**Assignment:**
Check every line below for the word "Fire" and show those that hold it.

______________________________

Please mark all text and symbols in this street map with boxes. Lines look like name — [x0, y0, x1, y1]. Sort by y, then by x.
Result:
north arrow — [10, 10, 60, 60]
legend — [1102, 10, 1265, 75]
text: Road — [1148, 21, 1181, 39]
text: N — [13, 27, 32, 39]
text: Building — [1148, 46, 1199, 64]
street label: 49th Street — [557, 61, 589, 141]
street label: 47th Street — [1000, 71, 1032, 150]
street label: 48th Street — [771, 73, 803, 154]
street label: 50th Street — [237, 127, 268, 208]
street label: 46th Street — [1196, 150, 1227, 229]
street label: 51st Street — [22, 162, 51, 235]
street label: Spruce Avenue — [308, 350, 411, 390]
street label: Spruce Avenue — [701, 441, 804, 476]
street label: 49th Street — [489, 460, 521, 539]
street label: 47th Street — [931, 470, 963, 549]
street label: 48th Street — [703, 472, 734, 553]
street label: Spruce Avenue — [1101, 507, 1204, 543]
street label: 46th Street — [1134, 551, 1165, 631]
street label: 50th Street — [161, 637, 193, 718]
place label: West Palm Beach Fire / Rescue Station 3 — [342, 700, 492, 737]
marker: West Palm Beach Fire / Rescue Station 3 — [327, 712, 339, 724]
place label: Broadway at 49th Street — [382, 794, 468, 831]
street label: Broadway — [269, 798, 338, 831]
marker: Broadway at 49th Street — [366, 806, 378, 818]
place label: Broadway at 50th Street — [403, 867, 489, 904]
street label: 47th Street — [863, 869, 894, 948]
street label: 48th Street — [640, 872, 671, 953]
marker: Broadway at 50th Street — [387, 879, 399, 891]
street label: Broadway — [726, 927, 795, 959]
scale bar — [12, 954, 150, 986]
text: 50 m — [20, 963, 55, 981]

______________________________

**Task response:**
place label: West Palm Beach Fire / Rescue Station 3 — [342, 700, 492, 737]
marker: West Palm Beach Fire / Rescue Station 3 — [327, 712, 339, 724]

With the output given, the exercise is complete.